▸ **PROBLEM TO WORK ON**
Copy every line of the data that contains the string "worn".

━━━━━ INPUT DATA

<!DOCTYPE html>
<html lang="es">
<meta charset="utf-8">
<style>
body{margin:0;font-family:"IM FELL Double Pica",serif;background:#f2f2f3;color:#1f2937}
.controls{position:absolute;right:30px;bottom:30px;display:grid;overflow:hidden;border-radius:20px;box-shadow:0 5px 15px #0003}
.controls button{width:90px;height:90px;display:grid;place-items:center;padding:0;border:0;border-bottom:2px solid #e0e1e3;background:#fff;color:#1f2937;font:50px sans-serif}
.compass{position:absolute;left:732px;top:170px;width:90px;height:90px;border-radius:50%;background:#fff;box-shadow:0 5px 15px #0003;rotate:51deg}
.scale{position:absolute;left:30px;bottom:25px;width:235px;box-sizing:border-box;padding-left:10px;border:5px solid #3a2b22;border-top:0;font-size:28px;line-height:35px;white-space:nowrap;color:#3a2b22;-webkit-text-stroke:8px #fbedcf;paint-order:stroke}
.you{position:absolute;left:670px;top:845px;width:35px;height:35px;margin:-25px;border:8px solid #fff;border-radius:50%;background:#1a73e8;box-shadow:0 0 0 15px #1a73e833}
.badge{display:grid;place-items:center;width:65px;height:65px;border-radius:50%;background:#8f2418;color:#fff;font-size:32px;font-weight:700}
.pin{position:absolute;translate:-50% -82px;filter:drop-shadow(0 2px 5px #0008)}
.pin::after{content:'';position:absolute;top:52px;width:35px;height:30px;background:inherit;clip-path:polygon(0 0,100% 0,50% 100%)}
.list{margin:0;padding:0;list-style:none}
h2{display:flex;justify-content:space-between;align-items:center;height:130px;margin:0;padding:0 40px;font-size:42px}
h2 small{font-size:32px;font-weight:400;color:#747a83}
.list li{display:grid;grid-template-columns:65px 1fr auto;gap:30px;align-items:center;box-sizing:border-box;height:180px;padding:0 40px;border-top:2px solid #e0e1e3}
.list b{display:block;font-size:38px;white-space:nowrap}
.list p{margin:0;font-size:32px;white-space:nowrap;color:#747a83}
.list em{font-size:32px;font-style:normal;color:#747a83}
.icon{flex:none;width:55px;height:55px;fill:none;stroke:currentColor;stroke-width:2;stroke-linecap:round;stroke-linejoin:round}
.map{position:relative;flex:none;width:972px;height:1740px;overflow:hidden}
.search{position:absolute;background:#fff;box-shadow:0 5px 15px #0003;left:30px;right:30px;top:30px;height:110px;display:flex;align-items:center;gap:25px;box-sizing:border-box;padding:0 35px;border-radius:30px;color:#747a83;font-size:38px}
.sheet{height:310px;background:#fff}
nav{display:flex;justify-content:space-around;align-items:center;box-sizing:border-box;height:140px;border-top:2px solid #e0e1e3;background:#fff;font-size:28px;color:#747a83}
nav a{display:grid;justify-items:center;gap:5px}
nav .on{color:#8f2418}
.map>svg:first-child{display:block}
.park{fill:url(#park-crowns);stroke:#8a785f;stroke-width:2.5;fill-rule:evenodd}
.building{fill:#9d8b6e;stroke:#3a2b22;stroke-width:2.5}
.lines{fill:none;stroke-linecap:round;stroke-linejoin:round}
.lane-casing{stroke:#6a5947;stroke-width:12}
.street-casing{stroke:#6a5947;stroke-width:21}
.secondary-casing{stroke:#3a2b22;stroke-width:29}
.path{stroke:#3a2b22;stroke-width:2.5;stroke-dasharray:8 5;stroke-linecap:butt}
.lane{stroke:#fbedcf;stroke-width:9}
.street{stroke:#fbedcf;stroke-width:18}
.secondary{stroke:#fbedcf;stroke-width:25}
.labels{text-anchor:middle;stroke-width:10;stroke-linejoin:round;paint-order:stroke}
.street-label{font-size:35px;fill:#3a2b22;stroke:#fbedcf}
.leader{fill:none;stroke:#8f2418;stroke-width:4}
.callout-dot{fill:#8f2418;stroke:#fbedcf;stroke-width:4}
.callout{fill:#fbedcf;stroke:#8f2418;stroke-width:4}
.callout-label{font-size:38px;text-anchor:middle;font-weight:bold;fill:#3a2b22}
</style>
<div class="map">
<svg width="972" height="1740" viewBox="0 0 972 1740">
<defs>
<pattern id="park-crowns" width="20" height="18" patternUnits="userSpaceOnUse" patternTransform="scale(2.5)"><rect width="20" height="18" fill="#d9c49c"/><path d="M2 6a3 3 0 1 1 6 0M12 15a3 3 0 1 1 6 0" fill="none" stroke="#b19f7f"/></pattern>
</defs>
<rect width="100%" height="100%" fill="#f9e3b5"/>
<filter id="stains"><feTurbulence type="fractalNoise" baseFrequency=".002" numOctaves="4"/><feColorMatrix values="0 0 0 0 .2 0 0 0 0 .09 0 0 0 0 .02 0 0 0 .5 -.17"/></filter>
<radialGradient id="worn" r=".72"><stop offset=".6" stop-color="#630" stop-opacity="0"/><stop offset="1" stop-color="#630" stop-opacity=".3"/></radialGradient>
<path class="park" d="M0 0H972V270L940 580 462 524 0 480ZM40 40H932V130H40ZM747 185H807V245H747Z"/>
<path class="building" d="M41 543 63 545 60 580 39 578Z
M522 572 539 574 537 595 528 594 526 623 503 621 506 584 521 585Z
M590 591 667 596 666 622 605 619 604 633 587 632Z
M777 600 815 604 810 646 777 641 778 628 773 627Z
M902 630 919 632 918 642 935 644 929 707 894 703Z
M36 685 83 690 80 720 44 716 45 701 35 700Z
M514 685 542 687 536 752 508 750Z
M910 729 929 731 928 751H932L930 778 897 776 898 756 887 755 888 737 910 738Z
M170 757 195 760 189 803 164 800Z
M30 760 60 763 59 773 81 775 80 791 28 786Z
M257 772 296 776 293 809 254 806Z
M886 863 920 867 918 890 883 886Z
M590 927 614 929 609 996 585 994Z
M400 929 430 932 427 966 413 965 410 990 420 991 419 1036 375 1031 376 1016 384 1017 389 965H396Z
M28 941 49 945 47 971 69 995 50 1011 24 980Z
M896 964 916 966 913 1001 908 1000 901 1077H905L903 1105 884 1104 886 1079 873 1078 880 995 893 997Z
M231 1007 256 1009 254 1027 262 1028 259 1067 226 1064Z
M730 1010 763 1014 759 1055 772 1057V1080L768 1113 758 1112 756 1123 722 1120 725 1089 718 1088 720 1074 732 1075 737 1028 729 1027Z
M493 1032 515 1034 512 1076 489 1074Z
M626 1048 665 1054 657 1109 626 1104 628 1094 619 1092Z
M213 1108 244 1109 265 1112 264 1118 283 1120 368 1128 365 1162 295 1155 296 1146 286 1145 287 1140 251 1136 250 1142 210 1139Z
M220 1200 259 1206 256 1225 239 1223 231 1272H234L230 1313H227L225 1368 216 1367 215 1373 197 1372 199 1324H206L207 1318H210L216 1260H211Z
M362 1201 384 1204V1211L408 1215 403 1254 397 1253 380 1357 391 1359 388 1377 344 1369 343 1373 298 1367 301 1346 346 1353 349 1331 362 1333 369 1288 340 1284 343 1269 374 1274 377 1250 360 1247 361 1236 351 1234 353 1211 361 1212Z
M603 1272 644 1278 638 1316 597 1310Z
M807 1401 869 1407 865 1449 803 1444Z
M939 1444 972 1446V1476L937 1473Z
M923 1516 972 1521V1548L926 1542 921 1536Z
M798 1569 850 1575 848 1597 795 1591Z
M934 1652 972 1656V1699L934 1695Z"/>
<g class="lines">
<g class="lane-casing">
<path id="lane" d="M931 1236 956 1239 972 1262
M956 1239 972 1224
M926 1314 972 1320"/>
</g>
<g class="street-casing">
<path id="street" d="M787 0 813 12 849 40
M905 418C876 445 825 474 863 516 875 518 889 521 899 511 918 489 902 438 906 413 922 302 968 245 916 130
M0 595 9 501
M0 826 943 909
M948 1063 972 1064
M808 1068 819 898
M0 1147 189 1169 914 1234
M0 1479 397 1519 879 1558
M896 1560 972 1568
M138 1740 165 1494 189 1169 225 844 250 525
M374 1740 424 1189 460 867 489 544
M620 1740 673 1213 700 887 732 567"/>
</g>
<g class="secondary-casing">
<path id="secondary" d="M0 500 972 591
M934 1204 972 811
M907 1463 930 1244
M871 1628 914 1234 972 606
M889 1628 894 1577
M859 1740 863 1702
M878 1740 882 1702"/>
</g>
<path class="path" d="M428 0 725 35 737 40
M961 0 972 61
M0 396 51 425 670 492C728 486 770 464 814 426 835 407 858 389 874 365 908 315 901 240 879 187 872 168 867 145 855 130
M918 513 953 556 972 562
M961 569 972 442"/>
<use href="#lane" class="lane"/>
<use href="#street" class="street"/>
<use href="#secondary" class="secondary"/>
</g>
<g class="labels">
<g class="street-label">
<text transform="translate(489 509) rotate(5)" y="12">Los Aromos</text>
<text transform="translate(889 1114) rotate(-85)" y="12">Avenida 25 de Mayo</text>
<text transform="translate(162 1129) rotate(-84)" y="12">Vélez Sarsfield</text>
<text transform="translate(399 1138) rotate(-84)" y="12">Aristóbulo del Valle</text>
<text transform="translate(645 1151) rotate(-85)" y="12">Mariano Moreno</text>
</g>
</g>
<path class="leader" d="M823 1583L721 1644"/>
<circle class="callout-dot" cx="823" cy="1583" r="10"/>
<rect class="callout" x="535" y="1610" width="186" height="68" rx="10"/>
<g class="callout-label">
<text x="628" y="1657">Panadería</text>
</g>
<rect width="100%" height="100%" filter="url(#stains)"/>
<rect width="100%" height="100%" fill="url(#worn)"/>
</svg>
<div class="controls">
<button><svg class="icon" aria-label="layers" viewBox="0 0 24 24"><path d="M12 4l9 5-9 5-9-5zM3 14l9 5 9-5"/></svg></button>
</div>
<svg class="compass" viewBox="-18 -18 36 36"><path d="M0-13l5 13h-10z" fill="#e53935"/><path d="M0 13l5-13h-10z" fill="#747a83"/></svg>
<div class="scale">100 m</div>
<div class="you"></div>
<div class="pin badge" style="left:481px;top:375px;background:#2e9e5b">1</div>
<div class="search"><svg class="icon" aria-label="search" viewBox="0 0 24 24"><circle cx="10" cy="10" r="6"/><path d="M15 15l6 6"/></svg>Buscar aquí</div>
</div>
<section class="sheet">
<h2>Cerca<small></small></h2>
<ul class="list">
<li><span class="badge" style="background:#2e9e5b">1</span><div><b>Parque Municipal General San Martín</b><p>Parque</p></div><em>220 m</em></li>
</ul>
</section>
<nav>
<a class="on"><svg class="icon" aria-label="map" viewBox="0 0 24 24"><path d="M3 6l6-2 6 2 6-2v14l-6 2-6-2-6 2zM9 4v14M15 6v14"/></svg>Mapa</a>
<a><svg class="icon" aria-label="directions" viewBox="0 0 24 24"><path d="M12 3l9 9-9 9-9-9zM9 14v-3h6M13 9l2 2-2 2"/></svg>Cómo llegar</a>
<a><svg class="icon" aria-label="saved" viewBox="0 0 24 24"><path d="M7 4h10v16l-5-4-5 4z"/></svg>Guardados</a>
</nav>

━━━━━━━━━━

▸ **ANSWER FOR THIS EXERCISE**
<radialGradient id="worn" r=".72"><stop offset=".6" stop-color="#630" stop-opacity="0"/><stop offset="1" stop-color="#630" stop-opacity=".3"/></radialGradient>
<rect width="100%" height="100%" fill="url(#worn)"/>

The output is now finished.